For eight weeks, Carly lived in a body cast and brace. After the brace removal, she still had to wear a sling for some time. Her recovery wasn’t easy; grueling physical therapy, pool therapy and a six-mile walk were her daily routine. But Carly resolved that she would do everything possible to get back to the life she knew before her osteosarcoma diagnosis.
In March 2021, however, a year after she was initially diagnosed, the cancer spread to her right lung. Two tumors were surgically removed. Six months later, another tumor was found in her left lung. Dr. Houdek was at both surgeries, assuring Carly that he would position her arm himself, even though it was the thoracic team doing the procedure. Dr. Houdek always made Carly feel safe and unafraid.
Despite these recurrences, Carly’s cancer recovery story was filled with optimism, and she worked at regaining her strength every day. Dr. Elhassan continuously tells her to keep smiling — and she does. She also enrolled at the University of North Dakota for her Master’s degree in aviation management and busied herself looking for a new airline job.
Landing her Dream Job
Finally, in November 2021, Carly felt her luck shifting. A representative at Delta Air Lines contacted her about a job opportunity in their flight training department. Carly’s dad, who is also a pilot, and many of his close friends and people he flew with, sent letters to Delta, sharing Carly’s story of perseverance.
“I thought, ‘Oh my gosh. I’m going to interview for my dream job because working for Delta has always been my main goal.” She flew to Atlanta for an interview and excitedly returned as a new Delta employee.
Today, Carly works at Delta, teaching Airbus A320 procedures to pilots. While she hasn’t started flying again herself, she is committed to making it a reality.
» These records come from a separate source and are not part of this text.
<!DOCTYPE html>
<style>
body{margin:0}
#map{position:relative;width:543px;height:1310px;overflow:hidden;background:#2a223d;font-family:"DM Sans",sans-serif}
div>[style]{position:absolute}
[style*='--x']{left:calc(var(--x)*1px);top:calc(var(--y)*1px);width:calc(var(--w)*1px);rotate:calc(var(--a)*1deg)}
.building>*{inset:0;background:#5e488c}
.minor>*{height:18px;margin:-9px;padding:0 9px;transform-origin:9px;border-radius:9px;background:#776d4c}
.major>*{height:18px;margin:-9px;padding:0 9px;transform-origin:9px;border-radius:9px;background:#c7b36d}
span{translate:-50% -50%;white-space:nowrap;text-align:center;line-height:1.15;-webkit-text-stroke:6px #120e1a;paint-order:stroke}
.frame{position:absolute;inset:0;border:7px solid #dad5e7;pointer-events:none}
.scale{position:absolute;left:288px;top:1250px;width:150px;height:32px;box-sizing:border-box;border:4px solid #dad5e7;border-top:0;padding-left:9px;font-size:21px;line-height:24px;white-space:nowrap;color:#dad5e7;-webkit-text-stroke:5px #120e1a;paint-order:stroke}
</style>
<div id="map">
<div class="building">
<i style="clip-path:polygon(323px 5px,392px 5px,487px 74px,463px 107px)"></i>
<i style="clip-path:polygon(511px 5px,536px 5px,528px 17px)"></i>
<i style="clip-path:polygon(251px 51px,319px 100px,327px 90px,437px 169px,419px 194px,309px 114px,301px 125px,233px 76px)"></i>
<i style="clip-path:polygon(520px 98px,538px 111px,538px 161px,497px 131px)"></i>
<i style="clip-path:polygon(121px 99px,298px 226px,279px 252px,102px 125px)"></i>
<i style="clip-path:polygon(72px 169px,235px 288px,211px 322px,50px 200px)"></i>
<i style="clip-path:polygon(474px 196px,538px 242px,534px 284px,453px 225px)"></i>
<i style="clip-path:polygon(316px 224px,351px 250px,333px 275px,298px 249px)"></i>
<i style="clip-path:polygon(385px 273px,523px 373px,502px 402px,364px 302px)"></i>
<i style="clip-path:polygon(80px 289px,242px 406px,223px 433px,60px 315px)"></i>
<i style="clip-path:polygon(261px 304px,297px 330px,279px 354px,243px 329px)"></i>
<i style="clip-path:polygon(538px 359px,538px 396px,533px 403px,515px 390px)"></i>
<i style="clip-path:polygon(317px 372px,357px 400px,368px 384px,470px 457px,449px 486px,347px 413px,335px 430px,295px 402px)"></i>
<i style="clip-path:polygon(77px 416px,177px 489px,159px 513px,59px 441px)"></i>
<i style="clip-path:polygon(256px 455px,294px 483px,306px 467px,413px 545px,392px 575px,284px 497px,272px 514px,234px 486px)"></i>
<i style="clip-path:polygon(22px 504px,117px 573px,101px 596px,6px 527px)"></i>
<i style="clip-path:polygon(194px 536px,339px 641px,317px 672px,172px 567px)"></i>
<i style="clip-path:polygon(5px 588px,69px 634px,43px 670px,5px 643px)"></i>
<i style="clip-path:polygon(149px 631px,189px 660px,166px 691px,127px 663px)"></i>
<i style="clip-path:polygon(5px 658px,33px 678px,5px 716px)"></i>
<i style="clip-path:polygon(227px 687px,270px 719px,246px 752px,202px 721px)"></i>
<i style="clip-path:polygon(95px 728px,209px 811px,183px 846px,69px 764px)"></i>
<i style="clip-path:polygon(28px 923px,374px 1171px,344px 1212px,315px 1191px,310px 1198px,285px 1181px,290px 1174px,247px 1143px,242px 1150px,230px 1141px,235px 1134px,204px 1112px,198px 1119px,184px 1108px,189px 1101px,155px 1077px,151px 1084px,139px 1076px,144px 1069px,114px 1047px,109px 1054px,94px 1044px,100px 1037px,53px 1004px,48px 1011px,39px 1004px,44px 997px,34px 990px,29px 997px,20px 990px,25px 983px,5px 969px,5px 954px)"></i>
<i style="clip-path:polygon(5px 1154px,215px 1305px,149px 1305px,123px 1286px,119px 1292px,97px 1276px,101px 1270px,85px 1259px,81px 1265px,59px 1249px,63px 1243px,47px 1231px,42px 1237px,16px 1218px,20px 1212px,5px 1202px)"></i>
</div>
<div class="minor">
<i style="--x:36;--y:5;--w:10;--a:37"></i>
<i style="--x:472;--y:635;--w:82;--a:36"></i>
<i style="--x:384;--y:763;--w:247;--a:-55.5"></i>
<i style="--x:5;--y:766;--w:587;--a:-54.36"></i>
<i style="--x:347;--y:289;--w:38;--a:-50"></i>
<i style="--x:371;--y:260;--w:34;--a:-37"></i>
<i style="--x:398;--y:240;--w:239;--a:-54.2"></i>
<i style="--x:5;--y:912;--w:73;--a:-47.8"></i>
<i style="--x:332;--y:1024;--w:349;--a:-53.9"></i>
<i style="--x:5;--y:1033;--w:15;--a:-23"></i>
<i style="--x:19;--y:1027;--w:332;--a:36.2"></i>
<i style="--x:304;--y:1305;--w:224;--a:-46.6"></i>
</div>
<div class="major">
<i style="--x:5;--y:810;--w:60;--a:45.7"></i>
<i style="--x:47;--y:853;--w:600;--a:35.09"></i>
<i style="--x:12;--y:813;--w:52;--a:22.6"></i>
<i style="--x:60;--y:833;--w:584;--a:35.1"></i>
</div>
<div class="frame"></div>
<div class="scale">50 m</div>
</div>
Carly is so dedicated to strengthening her arm and body in the hope of getting her pilot medical clearance back. Her past two scans since December have come back clear, so she is very optimistic!
There are times when Carly looks back on her cancer journey in disbelief.
“I feel so lucky,” she says. “I couldn’t have gotten through this experience without my family and friends, my amazing surgeons and medical team, and my new work family at Delta. The people around me lifted me up — I’m this happy and healthy because of them.”
As a parent witnessing her child becoming so sick, Kathy is immensely proud of Carly for her undying determination to fight against all odds.
“My advice would be to always do your best to keep positive, stay strong and stay healthy yourself so that you can be a good caregiver,” Kathy says. “Let your child feel every emotion they need to feel on any given day, and just be there to listen and lean on. Also, don’t be afraid to accept the help of others. It’s therapeutic for a person fighting cancer to witness how many people want to shower them with warmth and love when times are tough.”